Oculus Go Headset Plays VR Content On Its Own — No PC Or Phone Needed


The Oculus Rift may be one of the best VR systems today. Problem is, it’s not only expensive, it also requires an even more expensive gaming PC to run. So how does Oculus reclaim its position as the main player in the space? From what we can tell, they’re going to try to do it with the Oculus Go.

A standalone VR headset, the wearable requires neither a smartphone nor PC to use, relying on its own built-in hardware instead. That’s right, everything you need to immerse yourself in a VR experience is already integrated into the headset with no need for anything else.


The Oculus Go uses a fast-switch LCD display that sports a 2560 x 1440 resolution and boasts a higher pixel fill factor than OLEDs, all while bringing the same field of view as the Oculus Rift. It also sports an updated version of the lenses used in their PC-based headset, which now provide significantly reduced glare. All of those translate to visuals that should be a step up in clarity compared to traditional smartphone-based VR systems.

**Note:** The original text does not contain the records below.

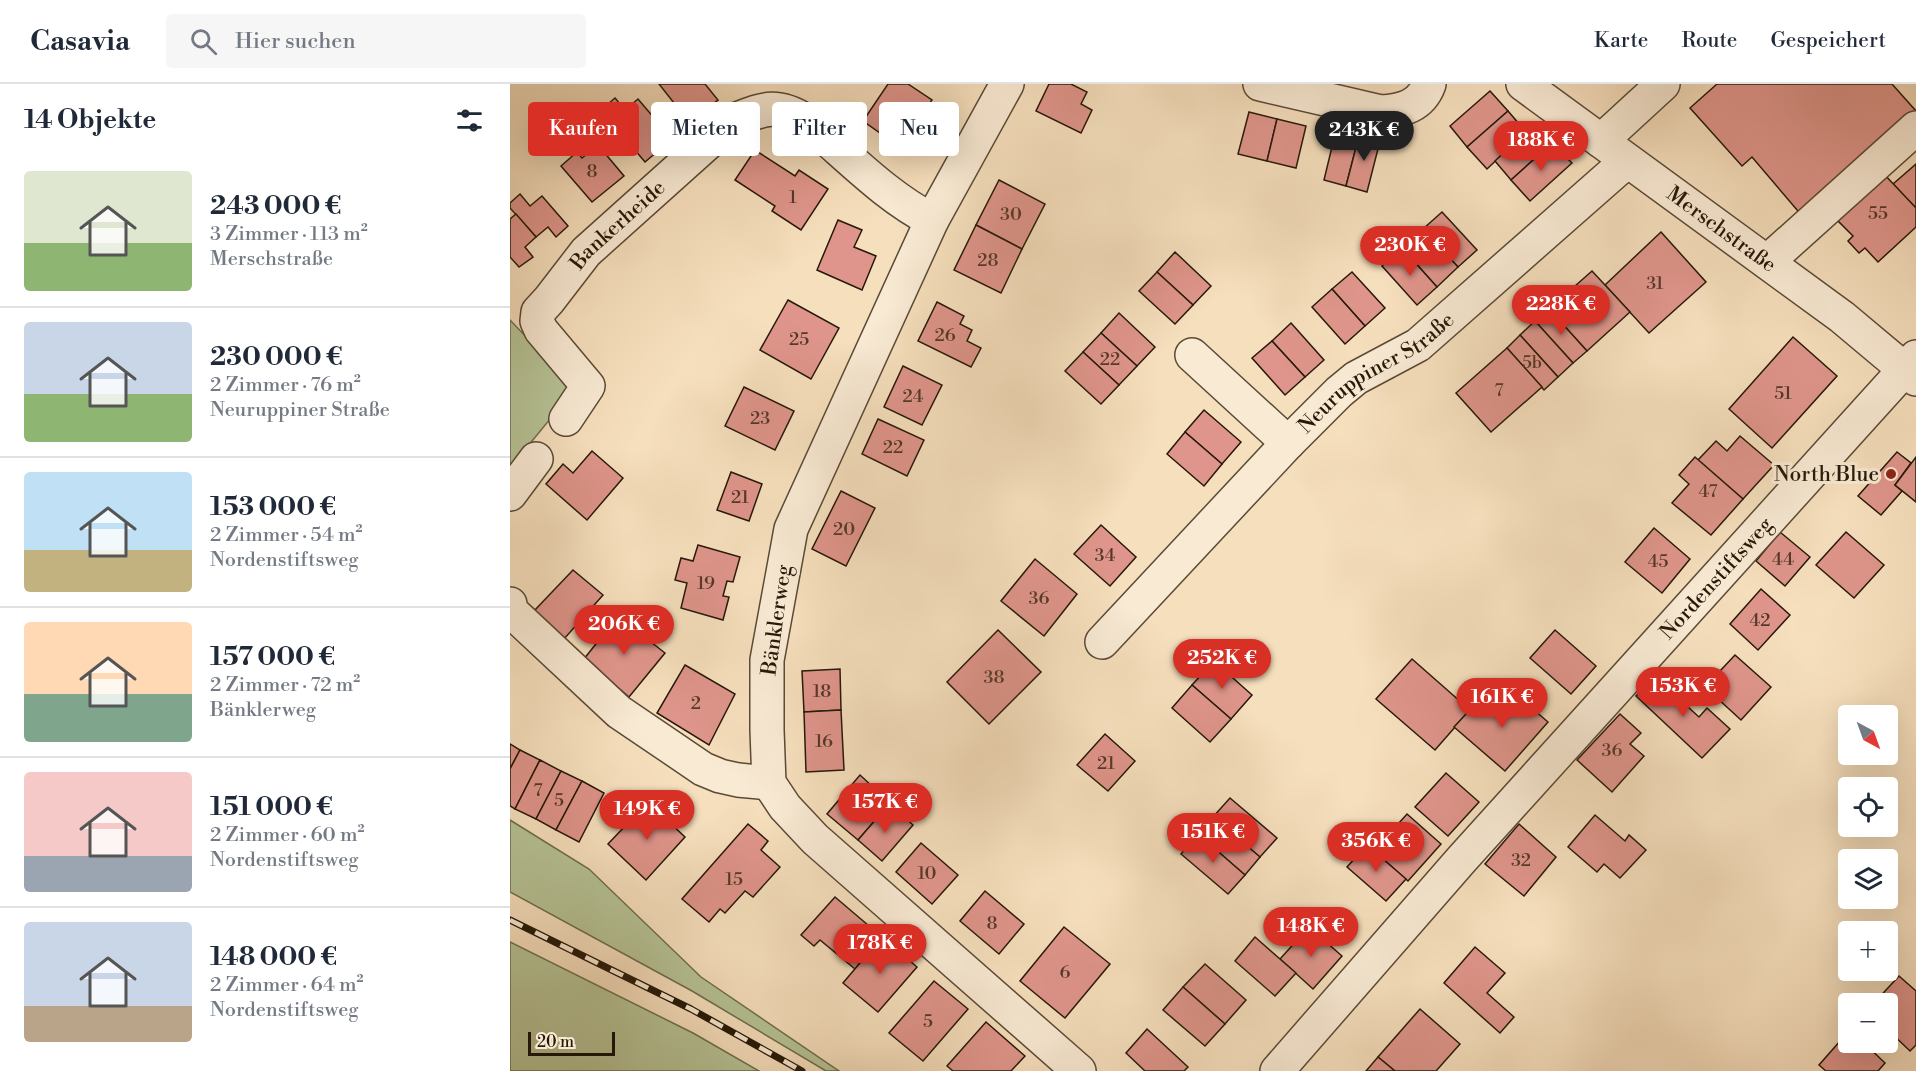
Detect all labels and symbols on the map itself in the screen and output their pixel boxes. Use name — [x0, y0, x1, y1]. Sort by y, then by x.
pin: 243K € — [1315, 111, 1413, 162]
pin: 188K € — [1492, 121, 1590, 172]
house number: 8 — [586, 160, 598, 183]
street label: Bankerheide — [564, 175, 671, 276]
street label: Merschstraße — [1661, 181, 1781, 279]
house number: 1 — [789, 186, 797, 209]
house number: 55 — [1868, 202, 1888, 225]
house number: 30 — [1000, 203, 1022, 226]
pin: 230K € — [1361, 226, 1459, 277]
house number: 28 — [977, 249, 999, 272]
house number: 31 — [1646, 272, 1664, 295]
pin: 228K € — [1512, 285, 1610, 336]
street label: Neuruppiner Straße — [1293, 307, 1460, 439]
house number: 26 — [934, 324, 956, 347]
house number: 25 — [789, 328, 809, 351]
house number: 22 — [1100, 348, 1120, 371]
house number: 5b — [1522, 351, 1542, 374]
house number: 7 — [1494, 379, 1504, 402]
house number: 51 — [1774, 382, 1792, 405]
house number: 24 — [902, 385, 924, 408]
house number: 23 — [750, 407, 770, 430]
house number: 22 — [883, 436, 903, 459]
place label: North Blue — [1774, 462, 1879, 488]
marker: North Blue — [1884, 467, 1898, 481]
house number: 47 — [1698, 480, 1718, 503]
house number: 21 — [731, 486, 749, 509]
street label: Nordenstiftsweg — [1655, 512, 1779, 645]
house number: 20 — [833, 518, 855, 541]
house number: 34 — [1095, 544, 1116, 567]
house number: 44 — [1772, 548, 1794, 571]
house number: 45 — [1648, 550, 1668, 573]
street label: Bänklerweg — [756, 563, 798, 678]
house number: 19 — [697, 572, 715, 595]
house number: 36 — [1029, 587, 1050, 610]
pin: 206K € — [575, 605, 673, 656]
house number: 42 — [1750, 609, 1770, 632]
pin: 252K € — [1173, 639, 1271, 690]
house number: 38 — [984, 666, 1004, 689]
pin: 153K € — [1634, 667, 1732, 718]
pin: 161K € — [1453, 678, 1551, 729]
house number: 18 — [813, 680, 831, 703]
house number: 2 — [691, 692, 701, 715]
north arrow — [1838, 705, 1898, 765]
house number: 16 — [815, 730, 833, 753]
house number: 36 — [1602, 739, 1623, 762]
house number: 21 — [1097, 752, 1115, 775]
house number: 7 — [533, 779, 543, 802]
pin: 157K € — [836, 783, 934, 834]
house number: 5 — [554, 789, 564, 812]
pin: 149K € — [598, 790, 696, 841]
pin: 151K € — [1164, 813, 1262, 864]
pin: 356K € — [1327, 822, 1425, 873]
house number: 32 — [1511, 849, 1531, 872]
house number: 10 — [917, 862, 937, 885]
house number: 15 — [725, 868, 743, 891]
pin: 148K € — [1262, 907, 1360, 958]
house number: 8 — [986, 912, 998, 935]
pin: 178K € — [831, 924, 929, 975]
house number: 6 — [1060, 961, 1071, 984]
house number: 5 — [923, 1010, 933, 1033]
scale bar — [528, 1029, 615, 1056]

It pairs cameras on the headset with computer vision tech that allows the device to figure out your orientation in the room at any time, along with integrated audio (all audio drivers are loaded on the device), so you won’t need to wear headphones to enjoy the complete experience. Granted, that means people around you can hear whatever it is that’s playing on the headset, whether it’s a first-person shooter, a horror movie, or something a whole lot more embarrassing to be watching in public.


Because it works as a standalone device, the Oculus Go works completely untethered, making it a whole lot more convenient than PC-based systems. The fact that you don’t need a smartphone, either, means you don’t have to upgrade your perfectly good three-year old iPhone if you don’t want to. It runs the outfit’s Oculus VR platform, which is also the basis for the Samsung GearVR system. That means, any app that runs on that platform will also work on the headset, so there’s already a healthy selection of content available for the device. It will also ship with a controller similar to the one used in the Gear VR.

Designed for comfortable use, the headset is strapped along the top and sides of your head using elastic bands, distributing the weight so there’s minimal heft in one section. It uses breathable fabrics, so you won’t be sweating under that headset, with enough room underneath to accommodate users that wear glasses.


Will this be anywhere near as good as the Rift? Definitely not. Chances are, the quality will be similar or slightly better than smartphone-based VR. The fact that it’s using nearly the same OS as the GearVR means the experience will likely be approximate to that, with any major differences likely coming from the better display panel.

Slated to come out early 2018, the Oculus Go will be priced at $199.